Song - Drive - Incubus
Status - Up all night
Beware the Dangers of Very Large Fish. Make that genetically engineered fish.
I agree with Jaime that Frankenfish ranks right up there with the worst of the worst B movies. I have to go back on my earlier assertion that B movie didn't stand for bad movie. So in this case, it stands for really BAD movie.
Instead of sleeping (which I really should have been doing because I have to drive a long distance tomorrow...oops...make that today) I ended up watching the oh-so-thrilling movie Frankenfish.
I'd seen bits and pieces of the movie over the years... Well since it came out in 2004. I can even claim to have seen parts of Snakehead Terror starring Bruce Boxleitner. It, also, made its appearance in 2004. I guess Hollywood had a run on fish phobias in 2004.
The terrifying Snakehead. A person could do the Wedding March faster than these fish crawl.
Not quite the teeth that would strike terror into the hearts of houseboat vacationers.
Anyway... Jaime reminded me of Frankenfish, so I decided to give the movie a perusal. Besides, the TV was on, what else was I supposed to do? I can drive with one eye closed, really.
As I watched these poor people try to outrun large jumping fish with really wicked looking teeth I decided these were some of the best actors in Hollywood. They actually looked afraid. And who wouldn't be. Their house boats were sinking! And the water was filled with really huge piranha... Oh wait, that's another movie.

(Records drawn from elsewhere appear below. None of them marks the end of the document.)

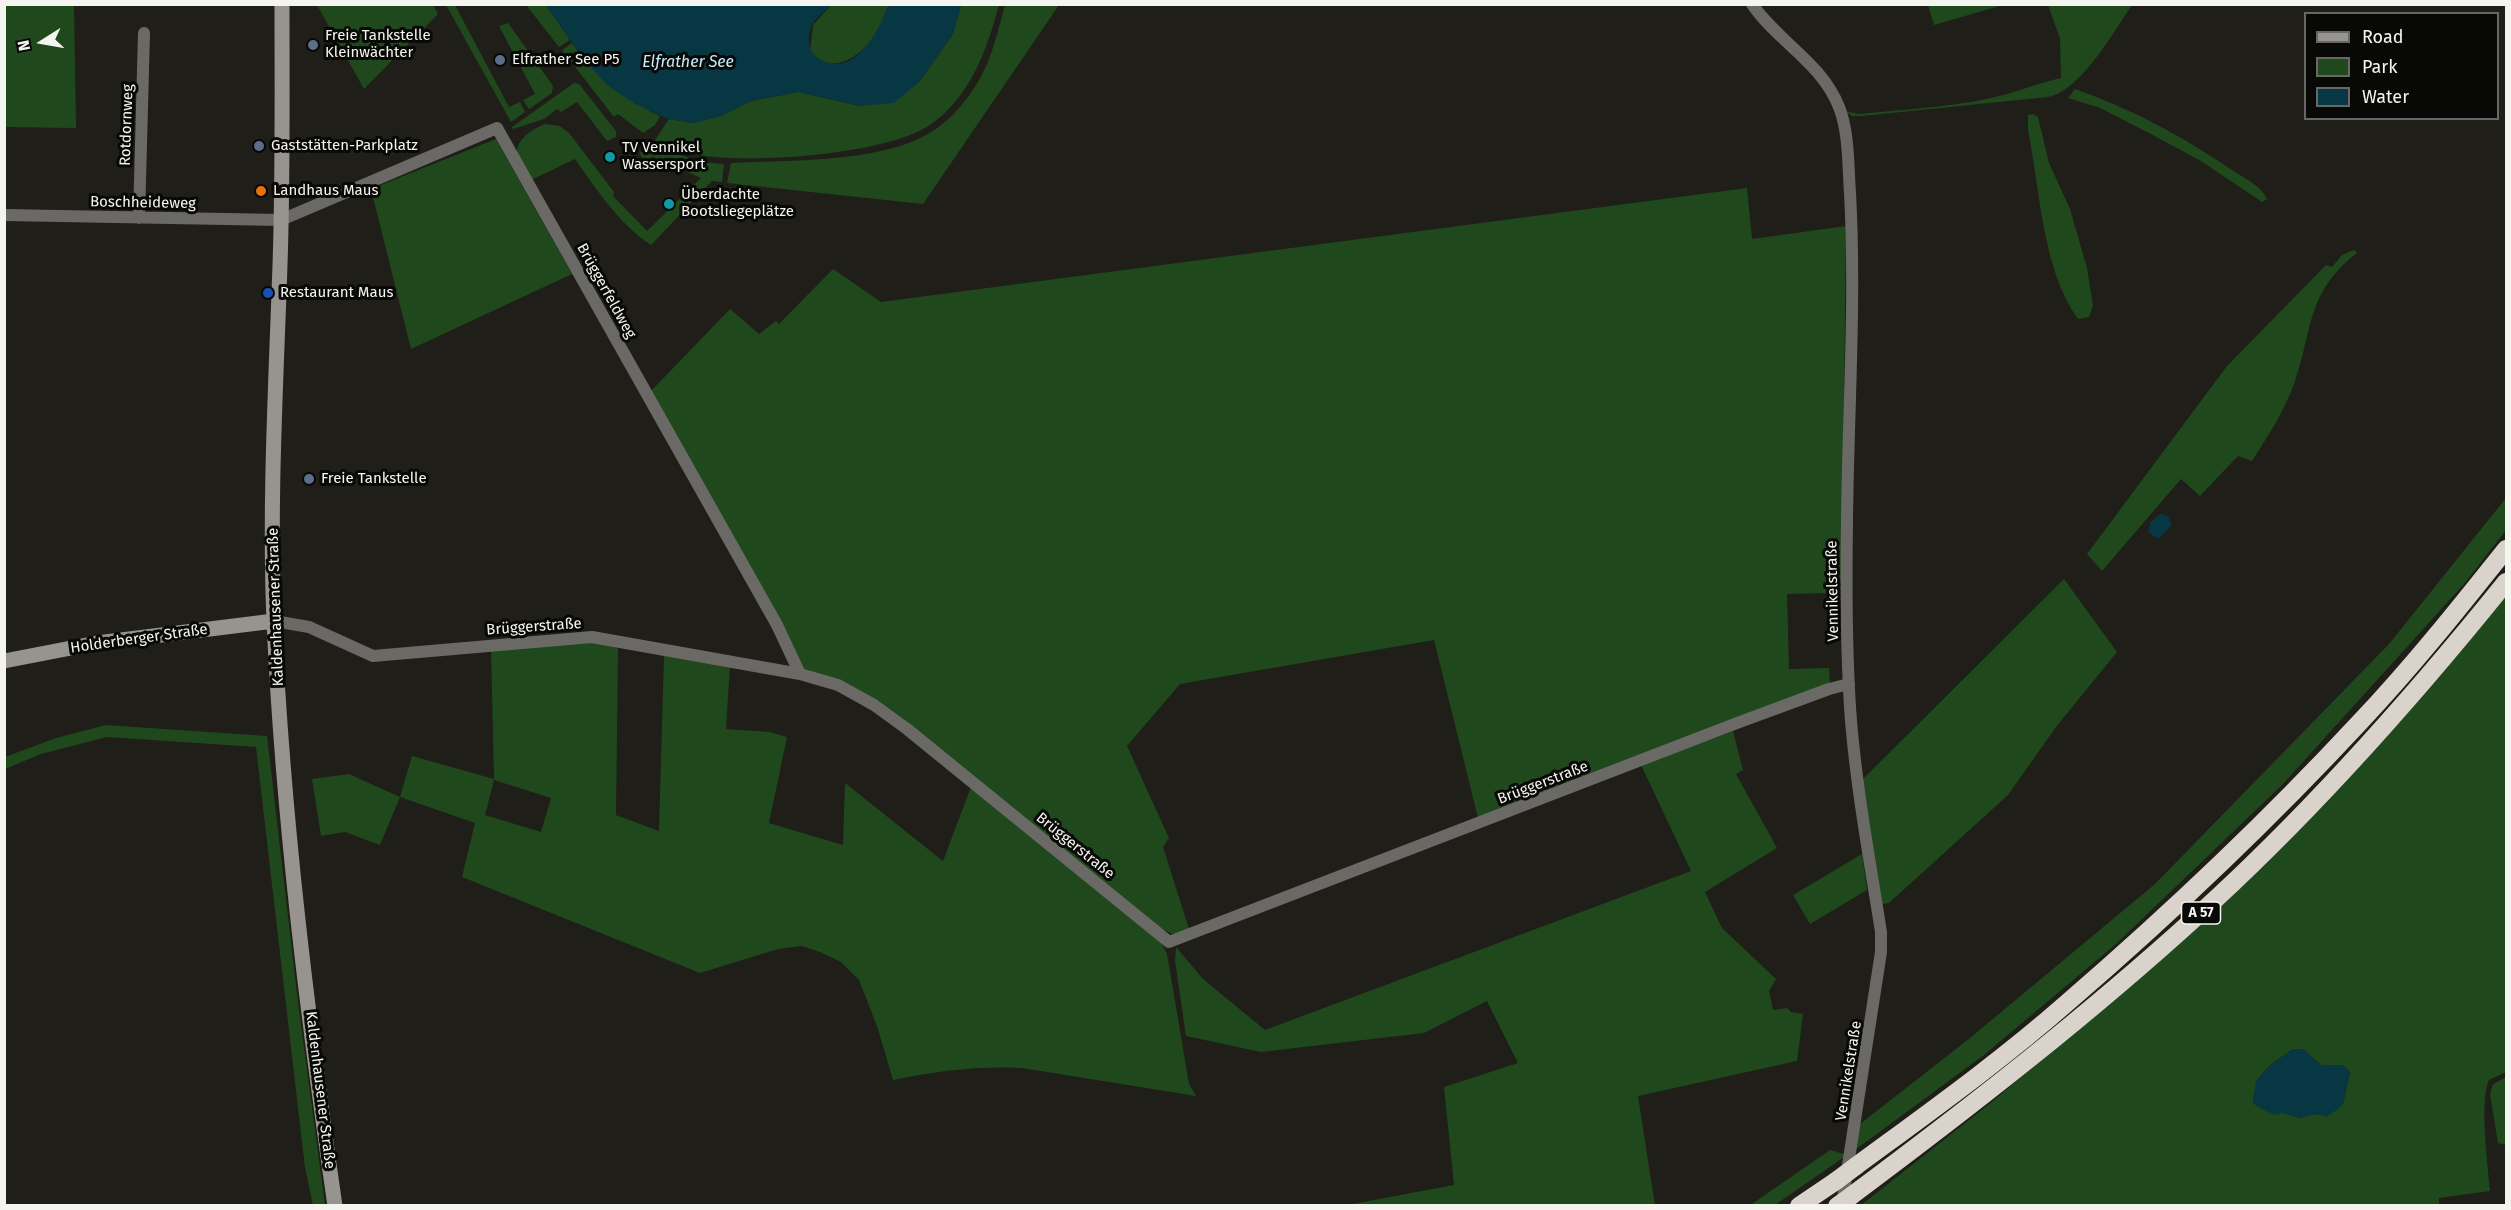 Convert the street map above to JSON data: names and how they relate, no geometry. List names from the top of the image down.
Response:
{
  "streets": {
    "highway": ["A 57"],
    "main road": ["Kaldenhausener Straße", "Holderberger Straße"],
    "street": [
      "Rotdornweg",
      "Boschheideweg",
      "Brüggerfeldweg",
      "Vennikelstraße",
      "Brüggerstraße"
    ]
  },
  "crossings": [
    ["Rotdornweg", "Boschheideweg"],
    ["Boschheideweg", "Brüggerfeldweg"],
    ["Boschheideweg", "Kaldenhausener Straße"],
    ["Brüggerfeldweg", "Kaldenhausener Straße"],
    ["Brüggerfeldweg", "Brüggerstraße"],
    ["Vennikelstraße", "Brüggerstraße"],
    ["Vennikelstraße", "A 57"],
    ["Kaldenhausener Straße", "Brüggerstraße"],
    ["Kaldenhausener Straße", "Holderberger Straße"],
    ["Brüggerstraße", "Holderberger Straße"]
  ],
  "water": ["Elfrather See"],
  "places": [
    "Freie Tankstelle Kleinwächter",
    "Elfrather See P5",
    "Gaststätten-Parkplatz",
    "TV Vennikel Wassersport",
    "Landhaus Maus",
    "Überdachte Bootsliegeplätze",
    "Restaurant Maus",
    "Freie Tankstelle"
  ],
  "legend": ["Road", "Park", "Water"],
  "north": "left"
}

Back to Frankenfish... The pretty girls, the stock drunk guy, the older lady and her friend were in DANGER. Creak, gurgle, tilt, creak some more. Slow, scary music, a little more tilting. "Oh no. The fish are sinking the houseboat!!!!" We are sooo not going to make it. Thud. (Fish breaking through the side of the boat) Bubbles coming up through the water.
Then, inexplicably the boat levels out, stops its creaking and gurgling while the rescuers show up and get taken out by the genetically enhanced fish. That's when we find out that these fish had been made like this so they'd be a more sporting hunt. Ya think? Who comes up with these plots? I've got a really good plot book I can lend them.
I had more fun, earlier, watching the movie Doom, based on the video game where guys go through a tunnel to get to Mars and fight genetically altered people. Hmmmmm.
Well, anyway, Karl Urban is a lot more interesting than fish punching holes in house boats. Yummier, too.
I still have to see Pathfinder. Haven't had the chance yet. But there's a whole week ahead to see some of the movies I've missed. Totally have to catch up on my Karl Urban movies. It's like a fix.
But then I really like a good looking guy with a sword.